The better way would be to have redundant storage.

If you don't want redundant storage, then you need to do what you did and risk losing data. There probably is a way to script things, but I am not sure anybody has spent a lot of effort automating things, as there is a very high potential of a script running wild and helpfully deleting all your data for you
 
All good points. It just seems odd to me that there doesn't seem to be a 'proper' way to remove a known failing drive under these circumstances - a 'force' option that would just zero-fill any unreadable blocks when copying, for example.

Unfortunately as much as I want redundant storage, it's just not financially viable at the moment.

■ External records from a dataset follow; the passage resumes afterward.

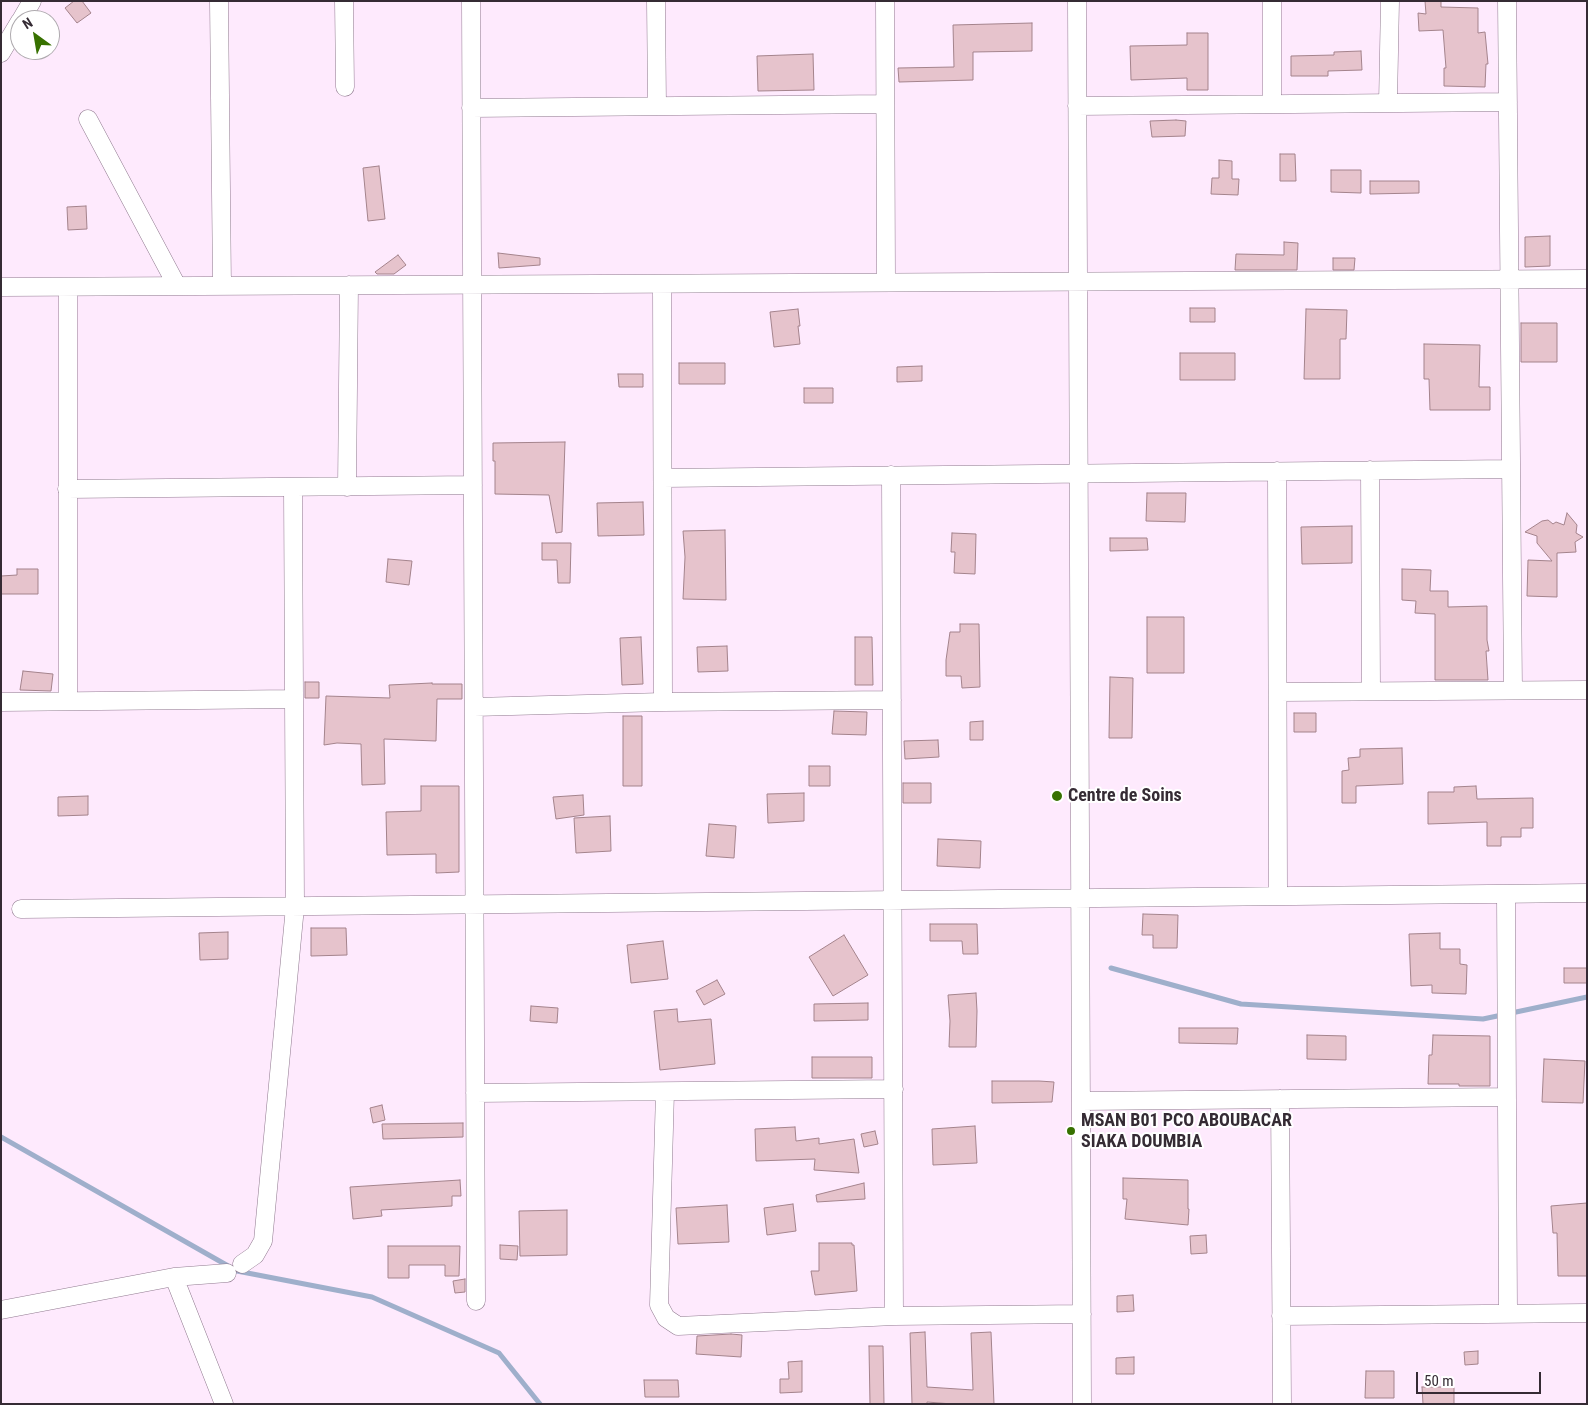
<!DOCTYPE html>
<html>
<head>
<meta charset="utf-8">
<style>
  body { margin:0 }
  #map { position:relative; width:1588px; height:1405px; overflow:hidden; background:#feeafd; font-family:"Roboto Condensed",sans-serif }
  canvas { display:block }
  .frame { position:absolute; inset:0; border:2px solid #352b34; pointer-events:none }
  .north { position:absolute; left:10px; top:10px; width:50px; height:50px; box-sizing:border-box; background:#fff; border:1px solid #aeaaae; border-radius:50%; rotate:328deg; font-size:14px; font-weight:700; line-height:20px; text-align:center; color:#352b34 }
  .north::after { content:''; display:block; margin:auto; width:18px; height:22px; background:#377100; clip-path:polygon(50% 0,100% 100%,50% 72%,0 100%) }
  .scale { position:absolute; left:1416px; top:1372px; width:125px; height:22px; box-sizing:border-box; border:2px solid #352b34; border-top:0; padding-left:6px; font-size:15px; line-height:18px; white-space:nowrap; color:#352b34; -webkit-text-stroke:4px #fff; paint-order:stroke }
</style>
</head>
<body>
<div id="map">
<canvas width="1588" height="1405"></canvas>
<div class="frame"></div>
<div class="north">N</div>
<div class="scale">50 m</div>
</div>
<script>
const ctx = document.querySelector('canvas').getContext('2d');
ctx.lineJoin = 'round';
function toPath(rows) {
  const path = new Path2D();
  for (const r of rows) {
    path.moveTo(r[0], r[1]);
    for (let i = 2; i < r.length; i += 2) path.lineTo(r[i], r[i + 1]);
  }
  return path;
}
function trace(path, color, width, dash) {
  ctx.strokeStyle = color;
  ctx.lineWidth = width;
  ctx.lineCap = dash ? 'butt' : 'round';
  ctx.setLineDash(dash || []);
  ctx.stroke(path);
}
function fill(path, color) {
  ctx.fillStyle = color;
  ctx.fill(path, 'evenodd');
}
function write(font, color, halo, rows, align = 'center') {
  ctx.font = font + ' "Roboto Condensed",sans-serif';
  ctx.lineWidth = 4;
  ctx.setLineDash([]);
  ctx.textBaseline = 'middle';
  ctx.strokeStyle = halo;
  ctx.fillStyle = color;
  for (const [text, x, y, turn = 0] of rows) {
    ctx.save();
    ctx.translate(x, y);
    ctx.rotate((+turn || 0) * Math.PI / 180);
    ctx.textAlign = isNaN(turn) ? turn : align;
    if (halo) ctx.strokeText(text, 0, 0);
    ctx.fillText(text, 0, 0);
    ctx.restore();
  }
}
trace(toPath([
  [1111,968,1241,1004,1483,1019,1587,997],
  [1,1137,237,1271,372,1297,499,1353,540,1404]
]), '#9fafcb', 5);
const building = toPath([
  [74,1,82,1,91,13,77,23,65,8,74,1],
  [1425,1,1441,1,1441,7,1478,8,1478,33,1485,32,1488,64,1486,64,1485,87,1444,86,1444,68,1446,68,1443,30,1419,31,1418,13,1426,14,1425,1],
  [1032,23,1032,51,973,52,973,80,899,82,898,68,954,67,953,25,1032,23],
  [1187,33,1208,33,1208,90,1187,90,1187,78,1131,80,1130,46,1187,45,1187,33],
  [1361,51,1362,70,1328,71,1328,76,1291,76,1291,56,1334,55,1334,52,1361,51],
  [813,54,814,90,758,91,757,56,813,54],
  [1176,120,1186,121,1185,136,1152,137,1150,121,1176,120],
  [1280,154,1295,154,1296,181,1280,181,1280,154],
  [1219,160,1232,161,1232,179,1239,179,1238,195,1211,194,1212,178,1219,178,1219,160],
  [379,166,385,219,368,221,363,168,379,166],
  [1331,170,1361,170,1361,193,1331,192,1331,170],
  [1370,181,1419,181,1419,193,1370,194,1370,181],
  [86,206,87,229,68,230,67,207,86,206],
  [1550,236,1550,266,1525,267,1525,237,1550,236],
  [1284,242,1298,243,1297,270,1235,270,1236,254,1284,255,1284,242],
  [498,253,540,258,540,265,499,268,498,253],
  [398,255,406,265,394,274,377,274,375,272,398,255],
  [1333,258,1355,258,1354,270,1333,270,1333,258],
  [1190,308,1215,308,1215,322,1190,322,1190,308],
  [798,309,800,326,798,326,800,344,774,347,770,312,798,309],
  [1306,309,1347,310,1346,339,1340,339,1340,379,1304,379,1306,309],
  [1521,323,1557,323,1557,362,1521,362,1521,323],
  [1424,344,1480,345,1479,387,1490,387,1490,410,1430,410,1429,379,1424,379,1424,344],
  [1180,353,1235,353,1235,380,1180,380,1180,353],
  [679,363,725,363,725,384,679,384,679,363],
  [922,366,922,381,897,382,897,367,922,366],
  [618,374,643,374,643,387,619,387,618,374],
  [804,388,833,388,833,403,804,403,804,388],
  [565,442,562,532,556,533,549,495,495,494,495,461,493,461,493,443,565,442],
  [1147,493,1186,493,1185,522,1146,521,1147,493],
  [643,502,644,535,598,536,597,503,643,502],
  [1567,513,1577,525,1576,533,1583,537,1575,542,1576,552,1557,553,1557,597,1527,596,1528,560,1552,561,1537,543,1537,536,1525,532,1542,521,1548,520,1553,524,1556,522,1564,525,1567,513],
  [1352,526,1352,563,1302,564,1301,527,1352,526],
  [725,530,726,600,683,599,685,557,683,531,725,530],
  [952,533,976,534,975,574,954,573,955,552,951,552,952,533],
  [1110,538,1147,538,1148,550,1110,551,1110,538],
  [542,543,571,543,570,583,558,583,557,560,542,560,542,543],
  [388,559,412,561,409,585,386,582,388,559],
  [17,569,38,569,38,594,1,594,1,576,17,575,17,569],
  [1402,569,1431,570,1430,591,1448,591,1448,607,1487,606,1487,640,1489,651,1486,651,1488,680,1435,680,1435,614,1415,613,1416,601,1402,600,1402,569],
  [1147,617,1184,617,1184,673,1147,673,1147,617],
  [960,624,979,624,980,687,962,688,961,676,946,676,946,660,950,632,960,632,960,624],
  [641,637,643,684,622,685,620,638,641,637],
  [855,637,872,637,873,685,855,685,855,637],
  [727,646,728,671,698,672,697,647,727,646],
  [23,671,53,674,51,691,20,690,23,671],
  [1110,677,1133,678,1132,738,1109,738,1110,677],
  [305,682,319,682,319,698,305,698,305,682],
  [432,683,432,684,462,684,462,699,437,699,436,741,384,739,385,784,362,785,361,744,337,743,324,745,326,696,390,698,389,685,432,683],
  [834,711,867,712,866,735,832,734,834,711],
  [1294,713,1316,713,1316,732,1294,732,1294,713],
  [623,716,642,716,642,786,623,786,623,716],
  [983,721,983,740,970,740,970,722,983,721],
  [938,740,939,757,905,759,904,741,938,740],
  [1402,748,1403,784,1356,786,1356,803,1342,803,1342,771,1349,770,1348,758,1360,757,1360,749,1402,748],
  [809,766,830,766,830,786,809,786,809,766],
  [903,783,931,783,931,803,903,803,903,783],
  [421,786,459,786,459,872,436,873,436,854,387,855,386,812,421,811,421,786],
  [1476,786,1477,799,1533,798,1533,828,1521,828,1521,837,1501,837,1501,846,1487,846,1487,822,1428,824,1428,792,1454,792,1454,787,1476,786],
  [804,793,804,821,768,823,767,794,804,793],
  [583,795,584,815,556,819,553,797,583,795],
  [88,796,88,815,58,816,58,797,88,796],
  [610,816,611,851,576,853,574,818,610,816],
  [709,824,736,826,734,858,706,856,709,824],
  [938,839,981,841,980,868,937,866,938,839],
  [1143,914,1178,915,1177,948,1153,948,1153,935,1142,935,1143,914],
  [930,924,977,924,978,954,963,954,962,941,930,941,930,924],
  [311,928,346,928,347,955,311,956,311,928],
  [228,932,228,959,200,960,199,933,228,932],
  [1440,933,1440,949,1460,949,1460,964,1467,965,1466,994,1432,993,1432,985,1411,986,1409,934,1440,933],
  [844,935,868,975,833,996,809,957,844,935],
  [663,941,668,979,631,983,627,945,663,941],
  [1564,968,1587,968,1587,983,1564,983,1564,968],
  [717,980,725,994,704,1005,696,991,717,980],
  [976,993,977,1011,976,1047,949,1047,950,1021,948,995,976,993],
  [868,1003,868,1020,814,1021,814,1004,868,1003],
  [531,1006,558,1008,557,1023,530,1021,531,1006],
  [677,1009,678,1022,711,1019,715,1064,660,1070,654,1011,677,1009],
  [1179,1028,1238,1028,1237,1044,1179,1043,1179,1028],
  [1307,1035,1346,1036,1346,1060,1307,1059,1307,1035],
  [1433,1035,1490,1036,1490,1086,1459,1086,1459,1084,1428,1084,1429,1055,1432,1055,1433,1035],
  [812,1057,872,1057,872,1078,812,1078,812,1057],
  [1544,1059,1585,1061,1583,1103,1542,1102,1544,1059],
  [992,1081,1039,1081,1054,1082,1052,1102,992,1103,992,1081],
  [382,1105,385,1120,373,1123,370,1108,382,1105],
  [463,1123,463,1137,383,1139,382,1124,463,1123],
  [975,1126,977,1163,933,1165,932,1129,975,1126],
  [795,1127,796,1141,819,1138,819,1144,854,1139,859,1173,814,1170,815,1159,756,1161,755,1129,795,1127],
  [875,1131,878,1144,864,1147,861,1134,875,1131],
  [1123,1178,1188,1180,1188,1209,1189,1209,1188,1225,1125,1219,1127,1199,1123,1199,1123,1178],
  [460,1180,461,1196,452,1196,452,1206,381,1210,382,1216,353,1219,350,1187,460,1180],
  [864,1183,865,1199,817,1202,816,1195,864,1183],
  [1587,1203,1587,1276,1558,1276,1557,1233,1553,1233,1551,1206,1587,1203],
  [793,1204,796,1231,767,1235,764,1208,793,1204],
  [727,1205,729,1242,678,1244,676,1208,727,1205],
  [567,1210,567,1255,520,1256,519,1211,567,1210],
  [1206,1235,1207,1253,1191,1254,1190,1236,1206,1235],
  [819,1243,852,1243,852,1245,854,1245,857,1291,815,1295,811,1271,819,1271,819,1243],
  [500,1245,518,1246,517,1260,500,1259,500,1245],
  [388,1246,460,1246,459,1276,445,1276,445,1265,409,1265,409,1278,388,1278,388,1246],
  [465,1279,465,1292,455,1293,453,1281,465,1279],
  [1133,1295,1134,1311,1117,1312,1117,1296,1133,1295],
  [925,1332,927,1387,973,1390,971,1333,991,1332,994,1404,952,1404,927,1402,927,1404,912,1404,910,1333,925,1332],
  [731,1334,742,1335,741,1357,696,1354,697,1336,731,1334],
  [869,1346,883,1346,884,1404,870,1404,869,1346],
  [1478,1351,1478,1364,1465,1365,1464,1352,1478,1351],
  [1134,1357,1134,1374,1116,1374,1116,1358,1134,1357],
  [802,1361,802,1392,780,1393,780,1379,789,1379,788,1362,802,1361],
  [1366,1371,1394,1371,1394,1398,1365,1398,1366,1371],
  [644,1380,678,1380,679,1397,645,1397,644,1380],
  [1422,1387,1454,1387,1454,1404,1423,1404,1422,1387]
]);
fill(building, '#e6c3cc');
trace(building, '#a4838c', 1);
const street = toPath([
  [219,1,222,286],
  [344,1,345,87],
  [471,1,476,1301],
  [656,1,657,106],
  [885,1,886,282],
  [1077,1,1082,1404],
  [1507,1,1513,690],
  [21,20,32,1],
  [1,53,20,21],
  [1388,103,1390,1],
  [1272,104,1272,1],
  [1077,106,1508,102],
  [471,108,885,104],
  [88,119,177,286],
  [662,284,663,702],
  [1,287,1587,279],
  [1370,470,1371,691],
  [1277,471,1278,896],
  [891,475,894,1316],
  [663,478,1511,469],
  [347,487,349,285],
  [67,489,473,485],
  [1278,692,1587,690],
  [68,701,68,287],
  [1,702,294,699],
  [474,707,663,702,892,700],
  [1506,894,1508,1313],
  [21,909,1587,893],
  [665,1092,659,1305,666,1318,678,1326,894,1316,1082,1314],
  [475,1093,894,1089],
  [1280,1099,1282,1404],
  [1081,1101,1507,1097],
  [242,1264,255,1255,263,1241,295,907,293,487],
  [174,1277,224,1404],
  [1,1310,174,1277,227,1273],
  [1281,1316,1587,1313]
]);
trace(street, '#917b90', 19);
trace(street, '#fff', 18);
for (const [x, y, r, color] of [
  [1057,796,6,"#377100"],
  [1071,1131,5,"#377100"]
]) {
  const dot = new Path2D();
  dot.arc(x, y, r, 0, 2 * Math.PI);
  ctx.fillStyle = color;
  ctx.fill(dot);
  trace(dot, '#fff', 2);
}
write('bold 18px', '#352b34', '#fff', [
  ["Centre de Soins",1068,796],
  ["MSAN B01 PCO ABOUBACAR",1081,1121],
  ["SIAKA DOUMBIA",1081,1142]
], 'left');
</script>
</body>
</html>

I'm still counting this as a win for ZFS - at least it alerted me to the scope of the corruption so that I could chose how best to handle it. No irreplacable data lost, no downtime, and a learning experience. I'll mark this thread as solved.
 
I see your point. Absolutely.

Among typical users of ZFS, you won't find a lot of people who can't afford $100-$300 for an extra drive. And that's likely the reason why nobody is willing to write this type of tool. The engineering effort for file system code is non-trivial, and only makes sense if there are enough users and if the code gets exercised regularly.

But you could rephrase the question, and then it would in fact have lots of users. Unfortunately, I don't believe this is currently in scope for ZFS.

Let's daydream a little. I assume you can't afford another drive that has the same performance as your existing drives, and that's why you can't afford to set up redundancy. But hypothetically you probably could afford adding an old and slow laptop drive, or even just a slow USB memory stick. Those can probably be had for $20. But if you managed to add one of these devices to your storage pool, you would completely tank performance of your disk array. And you'd probably also wear out the memory stick in no time, as ZFS is infamous for its write amplification.

But if ZFS instead had good support for tiered storage, this would all be different. Imagine a scenario, where ZFS would first write mirrored data to all your existing fast disks, and only if data proved to be long-lived and static, would it then migrate data to a more efficient format that used the USB stick for parity. Think of it as an automated way of moving older data into a more cold-storage friendly format. There certainly would be lots of users who'd appreciate this feature and would use it with slow drives (e.g. HAMR or shingled disks) in combination with a smaller pool of fast SSD.

As far as I can tell, tiered storage isn't on the roadmap for ZFS though. I am cautiously optimistic the bcachefs will get there before ZFS does. But it's way too early to use in production environments.